Work item
In the data below, find each line carrying the string "labels" and copy it out.
(Extracted records Opens)
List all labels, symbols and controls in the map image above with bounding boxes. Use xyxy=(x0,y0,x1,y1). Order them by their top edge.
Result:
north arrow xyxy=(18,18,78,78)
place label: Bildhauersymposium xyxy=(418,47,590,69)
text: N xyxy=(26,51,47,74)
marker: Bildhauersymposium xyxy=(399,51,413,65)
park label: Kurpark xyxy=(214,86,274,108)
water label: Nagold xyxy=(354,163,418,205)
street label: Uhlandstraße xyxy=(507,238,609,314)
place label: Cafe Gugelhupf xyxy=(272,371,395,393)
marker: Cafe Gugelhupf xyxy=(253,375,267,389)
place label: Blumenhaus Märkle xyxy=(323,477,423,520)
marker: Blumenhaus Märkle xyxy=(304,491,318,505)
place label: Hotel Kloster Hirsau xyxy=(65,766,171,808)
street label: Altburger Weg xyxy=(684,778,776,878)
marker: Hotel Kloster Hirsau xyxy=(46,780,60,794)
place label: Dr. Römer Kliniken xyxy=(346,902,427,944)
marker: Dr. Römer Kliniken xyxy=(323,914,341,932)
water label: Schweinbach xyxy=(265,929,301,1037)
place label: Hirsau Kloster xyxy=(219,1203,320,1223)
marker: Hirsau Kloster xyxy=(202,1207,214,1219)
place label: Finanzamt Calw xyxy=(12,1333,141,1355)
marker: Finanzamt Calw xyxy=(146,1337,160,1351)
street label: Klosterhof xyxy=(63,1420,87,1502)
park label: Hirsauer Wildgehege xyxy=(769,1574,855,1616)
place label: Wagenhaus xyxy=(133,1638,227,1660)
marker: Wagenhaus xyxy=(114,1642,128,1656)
(Extracted records Closes)
(Extracted records Opens)
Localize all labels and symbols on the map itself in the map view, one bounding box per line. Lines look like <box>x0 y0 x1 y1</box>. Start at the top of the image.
(Extracted records Closes)
(Extracted records Opens)
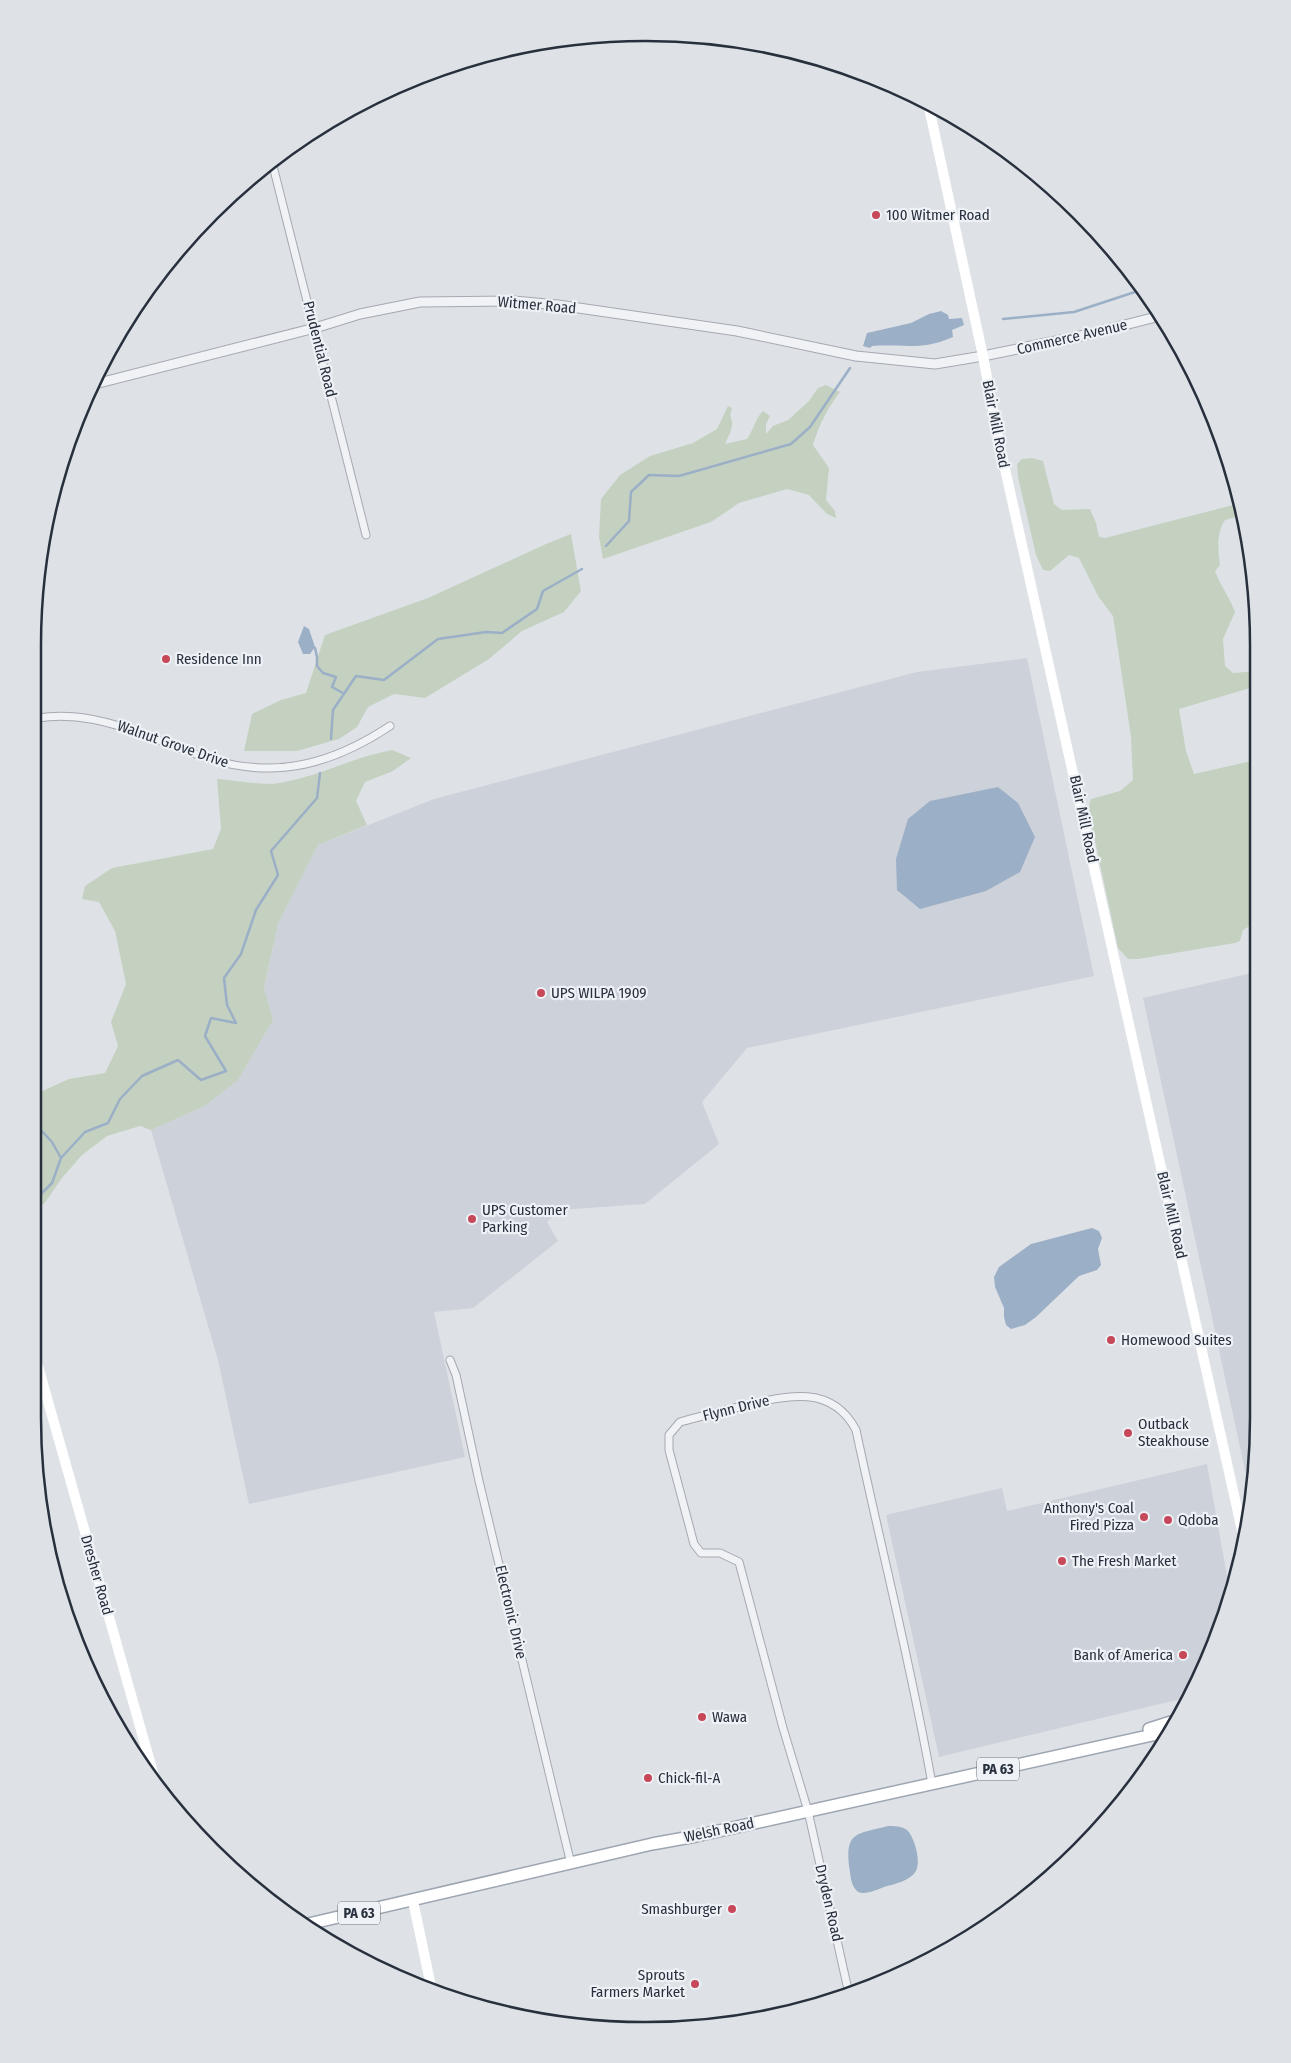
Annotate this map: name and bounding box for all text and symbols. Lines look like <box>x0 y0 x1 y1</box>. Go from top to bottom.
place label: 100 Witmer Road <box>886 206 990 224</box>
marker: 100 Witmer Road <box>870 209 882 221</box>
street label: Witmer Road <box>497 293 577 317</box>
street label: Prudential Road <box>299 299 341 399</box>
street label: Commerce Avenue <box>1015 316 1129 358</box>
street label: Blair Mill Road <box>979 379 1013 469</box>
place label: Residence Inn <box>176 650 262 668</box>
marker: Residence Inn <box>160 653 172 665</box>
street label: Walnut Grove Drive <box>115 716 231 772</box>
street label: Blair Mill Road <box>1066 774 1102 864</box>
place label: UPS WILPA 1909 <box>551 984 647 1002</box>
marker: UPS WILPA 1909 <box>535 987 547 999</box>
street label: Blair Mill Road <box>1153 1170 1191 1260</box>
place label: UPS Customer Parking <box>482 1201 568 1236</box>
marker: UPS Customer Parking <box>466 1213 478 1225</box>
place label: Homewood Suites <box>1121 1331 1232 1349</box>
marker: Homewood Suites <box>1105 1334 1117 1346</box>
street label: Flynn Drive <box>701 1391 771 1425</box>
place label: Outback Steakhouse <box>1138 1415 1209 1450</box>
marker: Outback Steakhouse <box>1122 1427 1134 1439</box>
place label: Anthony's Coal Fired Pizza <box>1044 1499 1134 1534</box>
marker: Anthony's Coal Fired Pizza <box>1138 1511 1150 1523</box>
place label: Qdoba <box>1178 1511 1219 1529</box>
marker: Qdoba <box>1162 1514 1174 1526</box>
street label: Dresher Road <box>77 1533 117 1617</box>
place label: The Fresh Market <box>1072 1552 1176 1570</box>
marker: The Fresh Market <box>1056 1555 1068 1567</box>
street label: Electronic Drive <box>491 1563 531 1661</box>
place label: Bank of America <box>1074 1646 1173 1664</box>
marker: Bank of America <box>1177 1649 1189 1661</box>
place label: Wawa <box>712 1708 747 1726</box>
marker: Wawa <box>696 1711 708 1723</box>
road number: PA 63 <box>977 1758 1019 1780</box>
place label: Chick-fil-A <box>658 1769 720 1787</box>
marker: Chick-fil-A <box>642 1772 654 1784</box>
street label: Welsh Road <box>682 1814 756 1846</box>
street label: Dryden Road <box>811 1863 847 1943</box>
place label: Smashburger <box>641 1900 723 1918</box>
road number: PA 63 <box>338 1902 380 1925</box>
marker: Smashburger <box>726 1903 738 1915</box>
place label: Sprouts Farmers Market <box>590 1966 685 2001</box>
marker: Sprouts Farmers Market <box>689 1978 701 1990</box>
(Extracted records Closes)
Result for this exercise
List all labels, symbols and controls in the map image above with bounding boxes. Use xyxy=(x0,y0,x1,y1). Order them by their top edge.
Localize all labels and symbols on the map itself in the map view, one bounding box per line. Lines look like <box>x0 y0 x1 y1</box>. Start at the top of the image.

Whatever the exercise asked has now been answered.